Lindstrom grew up mainly in Tanzania. After attending high school in Tanzania, he moved to Scotland, where he earned his bachelor’s degree and PhD from the University of Edinburgh. He was first drawn to zoology and marine biology, but quickly shifted his focus to developmental biology and genetics with a focus on the kidney. He remained at the University of Edinburgh for three years of postdoctoral training in the laboratory of Professor Peter Hohenstein, PhD.

After completing his first postdoctoral position in Scotland, having just published his first major research paper in eLife, Lindstrom sent an email to Andy McMahon at USC Stem Cell, asking if he had any postdoctoral positions into which he could transition.

“Andy quickly responded and said, ‘Yes. Can you meet me at St. Pancras train station in London in two days? I will be there.’ ”

Lindstrom took the five-hour train ride from Edinburgh to London, and met McMahon in person for the first time. By the end of the conversation, Lindstrom had agreed to join the McMahon Laboratory for his second postdoc. “Andy is the top of the field, if you want to do kidney,” Lindstrom said, “so it was a natural choice.”

In the McMahon Lab, Lindstrom published four studies in quick succession in the Journal of the American Society of Nephrology and in Developmental Cell. This suite of publications details similarities and differences in kidney development in mice and humans.

After three years in the McMahon Lab, Lindstrom knew that it was the right time to begin his faculty job search. He applied to approximately 10 jobs and received two offers, including the one that he accepted from USC.

Before starting his USC laboratory in January 2020, Lindstrom plans to take a sabbatical and spend some time in Edinburgh, volunteering in a laboratory while learning about how DNA is packaged and how this controls gene regulation and other key processes.

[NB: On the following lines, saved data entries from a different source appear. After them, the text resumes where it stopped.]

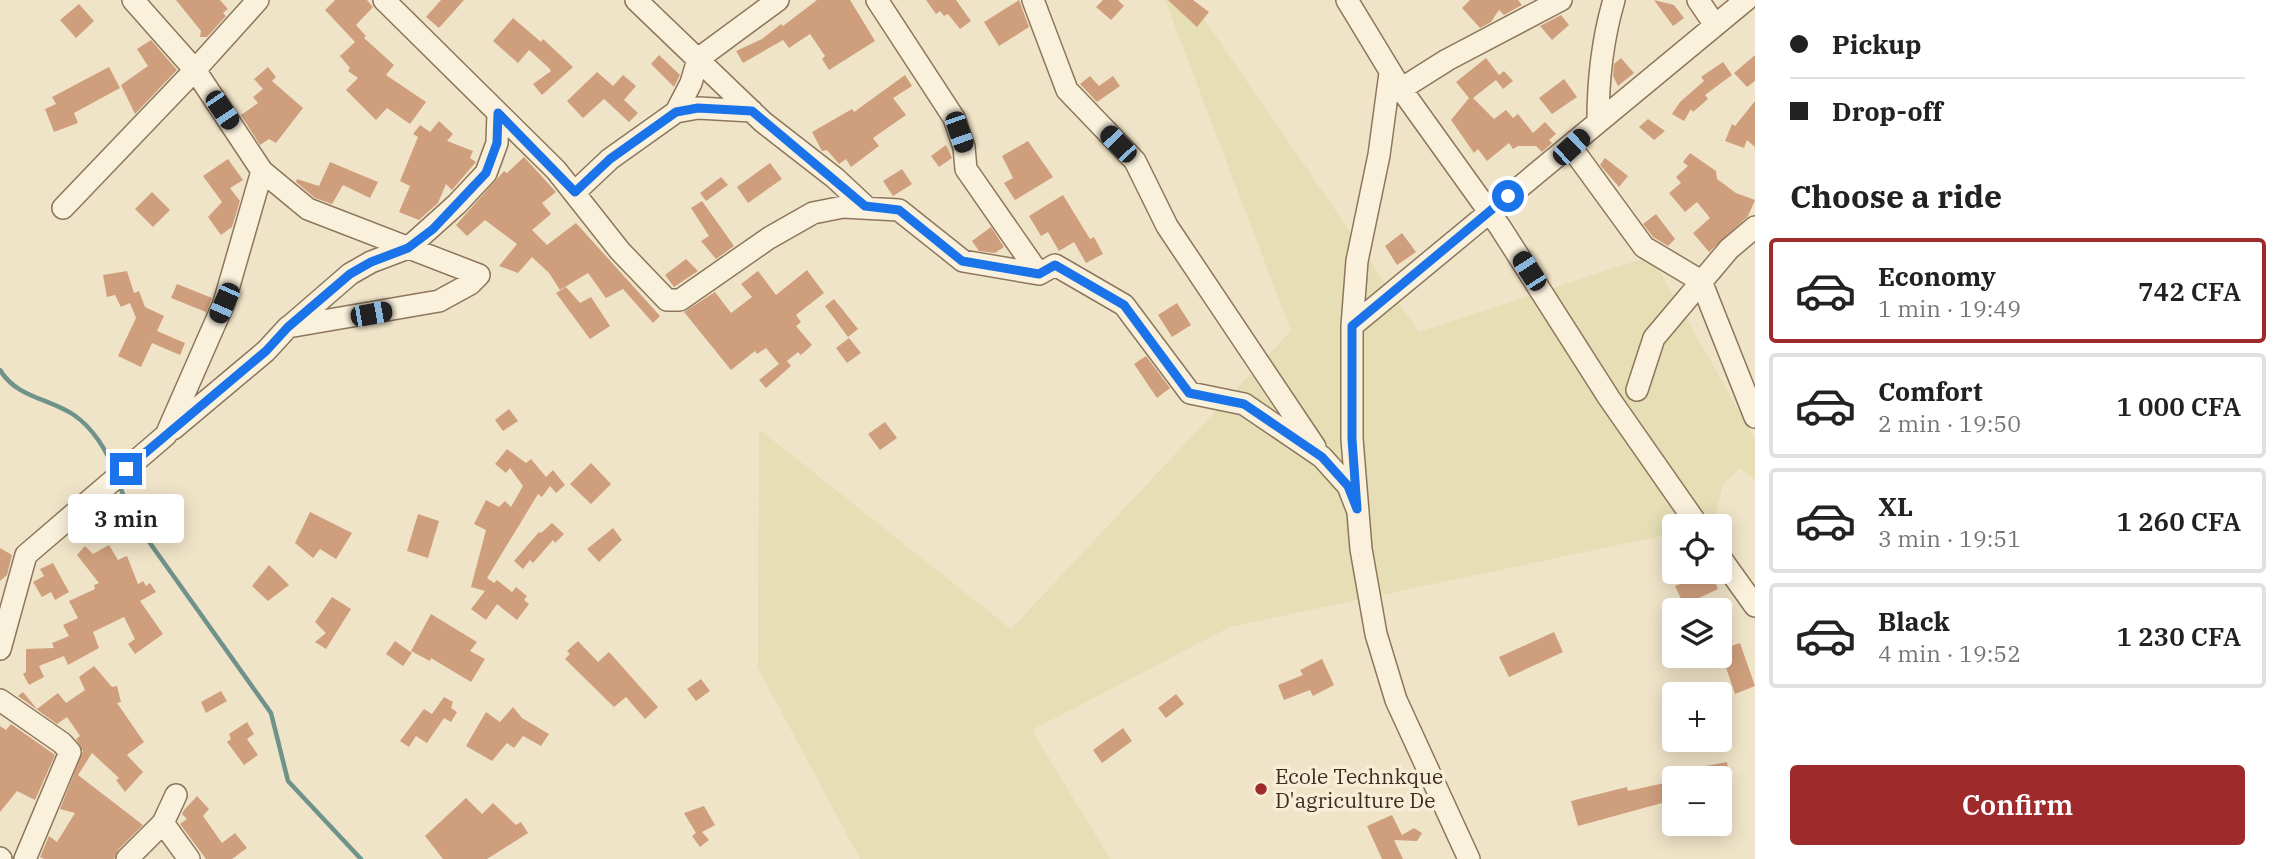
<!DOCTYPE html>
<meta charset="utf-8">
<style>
:root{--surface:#fff;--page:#f6f6f6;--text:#222;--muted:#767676;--line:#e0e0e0;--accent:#9e2a2b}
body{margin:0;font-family:"IBM Plex Serif",serif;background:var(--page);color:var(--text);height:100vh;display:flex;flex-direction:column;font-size:26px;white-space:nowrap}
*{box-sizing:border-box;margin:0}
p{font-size:23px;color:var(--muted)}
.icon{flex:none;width:38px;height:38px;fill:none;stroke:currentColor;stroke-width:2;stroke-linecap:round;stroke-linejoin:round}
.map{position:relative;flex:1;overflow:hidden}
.drawer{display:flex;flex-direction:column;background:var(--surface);width:525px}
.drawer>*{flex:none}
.guide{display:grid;align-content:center;height:154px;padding:0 35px;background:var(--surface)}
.tools{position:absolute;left:1662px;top:514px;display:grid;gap:14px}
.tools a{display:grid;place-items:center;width:70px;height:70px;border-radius:7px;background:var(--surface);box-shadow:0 4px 18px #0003;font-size:35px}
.end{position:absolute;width:32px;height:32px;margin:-16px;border:9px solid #1a73e8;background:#fff;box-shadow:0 0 0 4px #fff}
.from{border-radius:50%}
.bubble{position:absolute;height:49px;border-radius:7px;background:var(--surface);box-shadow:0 4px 18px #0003;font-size:23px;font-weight:600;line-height:49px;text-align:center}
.car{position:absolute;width:21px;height:42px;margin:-21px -10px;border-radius:9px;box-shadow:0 0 5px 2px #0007;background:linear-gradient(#222 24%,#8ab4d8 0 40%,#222 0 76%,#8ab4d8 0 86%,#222 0)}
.guide b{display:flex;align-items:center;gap:24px;height:66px;font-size:26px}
.guide b+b{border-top:2px solid var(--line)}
.guide i{width:18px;height:18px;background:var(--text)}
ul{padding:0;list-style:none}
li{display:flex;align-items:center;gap:21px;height:105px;margin:0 14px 10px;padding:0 21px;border:4px solid var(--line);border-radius:7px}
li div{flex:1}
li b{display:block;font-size:26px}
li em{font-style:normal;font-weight:600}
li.on{border-color:var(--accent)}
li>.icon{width:63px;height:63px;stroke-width:1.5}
h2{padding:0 35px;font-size:32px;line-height:84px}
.button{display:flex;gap:14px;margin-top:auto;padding:14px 35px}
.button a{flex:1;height:80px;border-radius:7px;background:var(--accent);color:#fff;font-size:28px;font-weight:600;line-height:80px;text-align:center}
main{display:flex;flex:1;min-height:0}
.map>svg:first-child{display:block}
.farmland{fill:#e6deb5}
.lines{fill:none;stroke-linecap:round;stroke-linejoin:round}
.stream{stroke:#6f938a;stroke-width:4.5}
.building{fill:#cf9f7d}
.minor-casing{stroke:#8d765c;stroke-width:24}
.minor{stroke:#faf1dc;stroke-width:21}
.route{stroke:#1a73e8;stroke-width:9}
.poi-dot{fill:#9e2a2b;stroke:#f7eed8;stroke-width:2.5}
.labels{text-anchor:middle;stroke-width:7;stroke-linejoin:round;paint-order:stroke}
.poi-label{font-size:21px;fill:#3d2e20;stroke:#f7eed8;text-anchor:start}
</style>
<main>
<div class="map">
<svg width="1755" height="859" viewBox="0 0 1755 859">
<rect width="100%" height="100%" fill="#f0e4c8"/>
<path class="farmland" d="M1165 0H1191L1419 332 1651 256 1755 439V480L1740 468 1723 485 1713 525 1675 527V533L1230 627 1032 730 1110 859H860L758 668 759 429 1011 629 1291 331Z"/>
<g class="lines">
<path class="stream" d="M0 370C17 398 49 398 74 415 93 428 107 451 115 472
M119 483 130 515 271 713 288 781 361 859"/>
</g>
<path class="building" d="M176 0H220L228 9 223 13 226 16 207 37H200L201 31Z
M335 0H367L373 7 356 25 366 36 364 38 394 65 386 75 426 102 410 124 387 108 376 120 346 90 358 78 348 71 350 68 340 56 355 42 325 10Z
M441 0H464L439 28 426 17Z
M817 0H850L875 41 829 70 822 59 825 56 810 34 789 48 783 40 743 63 736 51 762 39 781 24 783 26Z
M926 0H956L971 21 960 29 948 14 944 16 940 11 936 14Z
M1019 0 1029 27 999 46 984 22Z
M1103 0H1118L1124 6 1111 20 1096 7Z
M1168 0H1193L1209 12 1197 27Z
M1470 0H1518L1522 5 1504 15 1499 10 1491 22 1480 28 1462 8Z
M1654 0 1674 5 1684 18 1673 26Z
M79 4 94 21 76 38 60 20Z
M1561 15 1569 25 1552 40 1540 26Z
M513 18 541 42 543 39 573 67 542 95 533 84 551 71 549 68 529 50 518 63 493 41Z
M151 40 177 70 135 114 121 85 148 66 137 49Z
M659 55 680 75 674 87 651 64Z
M1755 55V81L1747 87 1734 73Z
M1486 58 1499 75 1504 71 1513 81 1503 89 1496 80 1473 98 1494 119 1506 110 1513 118 1518 114 1533 133 1545 122 1556 134 1549 140 1552 143 1542 152 1536 146H1518L1513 149 1509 143 1487 161 1478 149 1474 153 1451 120 1469 98 1456 82Z
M1621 58 1634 73 1618 86 1613 76 1614 64Z
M1723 62 1732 75 1705 95 1708 99 1693 112 1691 109 1684 121 1672 114 1680 102 1704 81 1701 77Z
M109 67 120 88 74 113 78 123 54 132 45 109 56 104 52 97Z
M268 67 276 77 272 81 303 108 276 143 269 139 260 145 241 115 258 103 253 97 263 89 254 79Z
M597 72 613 86 623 75 636 86 624 100 638 113 629 122 604 99 583 118 567 101Z
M905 75 912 86 893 98 906 115 873 138 879 146 851 167 846 159 839 164 827 150 822 151 812 132 852 109 854 112Z
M1090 76 1099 86 1113 76 1120 86 1097 102 1080 84Z
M1564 79 1577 97 1552 114 1539 98Z
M1755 101V147L1747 140 1744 148 1725 141 1732 124 1735 126Z
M1648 119 1665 131 1654 140 1639 127Z
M439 121 453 134 447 141 473 151 470 158 476 162 452 190 446 184 438 203 419 220 399 212 410 186 400 181 418 137 413 134 420 125 430 132Z
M1028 141 1053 177 1015 200 1004 183 1013 178 1002 156Z
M946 145 952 158 939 167 931 156Z
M1690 153 1716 171 1717 179 1736 193 1755 200 1748 216 1709 252 1693 233 1710 218 1697 202 1685 212 1669 193 1681 183 1676 177 1688 166 1683 162Z
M524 157 556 192 542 203 551 214 532 230 547 245 576 223 660 316 653 323 623 289 606 298 588 273 560 290 549 273 532 257 518 273 499 266 517 244 485 220 467 236 456 225 504 171 507 173Z
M1605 158 1628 176 1619 187 1600 165Z
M228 159 243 180 230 188 240 201 232 227 221 235 208 217 222 202 203 176Z
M330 162 378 182 370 198 343 185 332 204 315 198 296 182 297 179 319 186Z
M770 163 782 179 748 203 737 187Z
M902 169 912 184 893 196 883 181Z
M721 177 728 185 706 201 700 193Z
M152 192 170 210 153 227 135 209Z
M1063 195 1090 239 1094 237 1103 254 1086 263 1074 242 1059 251 1048 232 1041 236 1029 216Z
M702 201 734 246 716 259 701 241 709 236 691 208Z
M1656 214 1675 239 1668 246 1653 237 1643 224Z
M991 227 1004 247 995 253 979 251 972 241Z
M1402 233 1416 252 1397 265 1385 246Z
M686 259 698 271 674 287 665 275Z
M807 270 824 293 796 315 801 322 796 326 812 345 801 355 798 352 787 361 791 366 766 388 759 380 779 364 766 348 757 354 755 351 731 370 684 312 715 292 731 313 752 297 741 284 758 271 776 295Z
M127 271 134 293 139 291 145 307 164 316 157 331 185 343 180 355 152 343 141 367 118 356 136 318 130 303 121 307 115 295 107 297 103 275Z
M177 284 212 298 206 312 171 298Z
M566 287 580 303 591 297 610 326 590 339 556 293Z
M834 299 858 329 848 337 825 306Z
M1177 303 1191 325 1172 337 1158 315Z
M849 338 861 353 847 363 836 348Z
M1146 356 1170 388 1157 398 1134 364Z
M509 409 518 421 503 431 495 420Z
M885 422 897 438 880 450 868 434Z
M507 449 526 463 531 459 546 477 553 470 565 485 556 493 550 486 542 497 538 494 487 578 494 583 497 580 512 592 516 587 527 596 524 600 529 604 517 620 497 604 486 620 471 609 485 591 471 587 486 530 474 524 486 500 499 507 505 501 511 507 523 486 510 468 506 473 495 464Z
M591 463 611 484 591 504 570 484Z
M310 512 352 533 336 559 320 549 313 558 295 543Z
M418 514 439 521 428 558 407 551Z
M552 523 564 534 555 543 553 540 533 563 530 560 523 569 514 561 539 532 541 533Z
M613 528 622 540 599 562 587 549Z
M109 545 118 560 127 556 138 584 143 581 146 586 150 583 156 592 140 601 163 634 135 654 128 644 135 639 124 617 93 632 99 648 68 665 64 656 39 666 44 677 29 685 23 674 26 672V649L54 648 52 643 69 636 63 625 78 618 69 601 95 589 94 585 99 583 77 555 85 546 93 554Z
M0 548 12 555 7 575 0 581Z
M53 563 69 592 55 600 51 592 42 597 33 582 44 576 40 569Z
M269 565 289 585 268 601 252 586Z
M1678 572H1710L1718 589 1684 605 1675 586 1683 583Z
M332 597 351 609 326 649 315 642 326 633 315 622Z
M431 614 477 642 470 651 485 659 471 682 431 658 430 661 411 651Z
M1554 632 1563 652 1509 677 1499 657Z
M395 641 412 653 403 666 386 654Z
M578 641 598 662 609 652 658 707 645 719 626 697 614 707 565 659 570 654 567 651Z
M1740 643 1755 686 1735 694 1720 650Z
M1322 659 1334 685 1313 696 1310 690 1284 700 1278 685 1303 675 1300 670Z
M94 666 112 687 117 686 121 702 117 703 144 742 127 755 143 772 125 792 116 780 119 778 92 753 78 775 143 825 118 850 114 859H44L40 857 49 836 57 842 75 813 60 809 83 751 76 739 80 736 67 717 57 724 18 696 23 692 37 709 58 693 66 703 85 690 79 677Z
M701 679 710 691 696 701 687 689Z
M221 691 227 701 206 713 201 702Z
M1176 694 1184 704 1166 718 1158 708Z
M444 697 453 702 451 708 457 712 451 722 444 718 427 743 416 736 409 747 400 741 424 709 432 714Z
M513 707 522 718 549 734 541 746 523 736 514 748 507 743 492 761 466 746 486 712 500 722Z
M247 722 254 734 247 739 258 755 244 765 227 742 231 739 229 734Z
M11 724 55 755 35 800 17 791 0 812V726L6 730Z
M1123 728 1132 741 1102 763 1093 750Z
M1727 762 1730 779H1704L1701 767Z
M1669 782 1673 800 1578 826 1571 801 1627 787 1628 791Z
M197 796 209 809 203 816 222 843 235 833 247 848 232 859H206L180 824 187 819 182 814 184 810Z
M466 798 482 814 493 803 516 825 521 822 528 833 487 859H443L425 836Z
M704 806 715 825 702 832 709 840 700 847 692 836 696 833 684 813Z
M1392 815 1402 835 1414 828 1422 833 1417 841 1394 840 1403 859H1382L1367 826Z"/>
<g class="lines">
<defs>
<path id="minor" d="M384 0 556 170 620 251 667 300H680L769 238 813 213 843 207 899 210 963 261 1039 274 1055 265 1124 305 1190 393 1244 404 1322 457 1348 486 1357 509
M636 0 763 122 835 178 865 206
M877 0 954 118 964 147 966 169 1039 274
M1033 0 1067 90 1135 161 1167 226 1315 447
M1347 0 1401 89 1500 227 1609 398 1699 527
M1698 0 1715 25
M1390 73 1379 155 1357 261 1352 326V439L1361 549 1376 634 1396 700 1469 859
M1401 89 1447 60 1561 0
M676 112 691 83 698 59 778 0
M1598 121C1598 78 1602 41 1614 0
M1571 147 1644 247 1701 281 1755 417
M575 192 610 159 676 112 698 108 752 111
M63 208 195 70 133 0
M290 326 350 274 371 262 408 248 457 204 486 173 497 143 498 113
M1352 326 1746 0
M1637 390 1654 338 1729 249 1755 227
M173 429 266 351 288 327 439 301 470 284 479 275 308 209 262 171
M1720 557 1755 606
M0 649 26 555 166 435 224 303 262 171 195 70 258 0
M0 700 62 743 70 752 25 859
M163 823 189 859
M0 858 1 859
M127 859 163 823 176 795"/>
</defs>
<use href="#minor" class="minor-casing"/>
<use href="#minor" class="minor"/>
</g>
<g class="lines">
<path class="route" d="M126 469 266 351 288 327 350 274 371 262 408 248 433 229 486 173 497 143 498 113 575 192 610 159 676 112 698 108 752 111 865 206 899 210 962 261 1039 274 1055 265 1124 305 1189 393 1244 404 1322 457 1348 486 1357 509 1352 439V326L1508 196"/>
</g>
<circle class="poi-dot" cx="1261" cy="789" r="7"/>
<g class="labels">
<g class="poi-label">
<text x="1275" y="784">Ecole Technkque<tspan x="1275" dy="24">D'agriculture De</tspan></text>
</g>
</g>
</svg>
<div class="tools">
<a><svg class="icon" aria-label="locate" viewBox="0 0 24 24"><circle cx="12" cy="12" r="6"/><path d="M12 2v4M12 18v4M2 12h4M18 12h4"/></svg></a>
<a><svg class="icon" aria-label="layers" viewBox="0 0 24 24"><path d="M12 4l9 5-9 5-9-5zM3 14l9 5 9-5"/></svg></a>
<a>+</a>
<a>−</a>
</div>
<i class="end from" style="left:1508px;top:196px"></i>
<i class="end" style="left:126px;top:469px"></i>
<div class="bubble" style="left:68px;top:494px;width:116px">3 min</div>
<i class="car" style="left:222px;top:110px;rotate:146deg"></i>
<i class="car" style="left:959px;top:132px;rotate:161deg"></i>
<i class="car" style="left:1118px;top:144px;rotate:316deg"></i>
<i class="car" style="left:1571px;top:147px;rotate:47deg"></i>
<i class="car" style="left:1529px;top:271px;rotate:327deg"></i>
<i class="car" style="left:224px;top:303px;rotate:204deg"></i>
<i class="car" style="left:371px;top:314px;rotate:80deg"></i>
</div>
<section class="drawer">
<div class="guide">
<b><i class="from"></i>Pickup</b>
<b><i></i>Drop-off</b>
</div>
<h2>Choose a ride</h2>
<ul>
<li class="on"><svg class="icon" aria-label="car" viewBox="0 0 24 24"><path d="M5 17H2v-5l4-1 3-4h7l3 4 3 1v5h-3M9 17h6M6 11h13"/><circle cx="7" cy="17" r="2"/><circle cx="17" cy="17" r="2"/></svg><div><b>Economy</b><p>1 min · 19:49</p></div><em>742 CFA</em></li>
<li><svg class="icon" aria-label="car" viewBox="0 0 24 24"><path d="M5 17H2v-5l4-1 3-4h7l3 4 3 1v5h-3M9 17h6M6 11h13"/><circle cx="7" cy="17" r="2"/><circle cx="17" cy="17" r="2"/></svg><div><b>Comfort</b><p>2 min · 19:50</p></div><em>1 000 CFA</em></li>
<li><svg class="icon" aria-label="car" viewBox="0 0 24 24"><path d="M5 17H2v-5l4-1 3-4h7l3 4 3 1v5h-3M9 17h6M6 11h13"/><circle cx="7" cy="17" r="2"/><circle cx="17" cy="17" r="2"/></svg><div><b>XL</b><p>3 min · 19:51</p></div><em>1 260 CFA</em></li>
<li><svg class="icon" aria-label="car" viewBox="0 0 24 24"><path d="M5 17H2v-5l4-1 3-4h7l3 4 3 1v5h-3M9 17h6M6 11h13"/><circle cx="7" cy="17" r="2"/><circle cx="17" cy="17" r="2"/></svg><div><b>Black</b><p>4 min · 19:52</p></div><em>1 230 CFA</em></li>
</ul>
<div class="button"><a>Confirm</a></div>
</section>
</main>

“USC’s stem cell research center is very strong in exactly what I want to do,” Lindstrom said. “Staying close to Andy may to others seem like a challenge, as he casts a big shadow, but at the same time, because we have a very good working relationship, it will be easy to avoid any overlap, and actually just benefit from being near him and the strong kidney research that is growing here. The proximity of very strong developmental biology at USC, Caltech and UCLA makes this a fantastic environment to start a group. And there is also strong research in epigenetics and chromatin structure, something I’m forming a deep interest in. So to me, it feels like USC and its surroundings is a very up-and-coming research environment that will only get stronger with time — something I want to be part of.”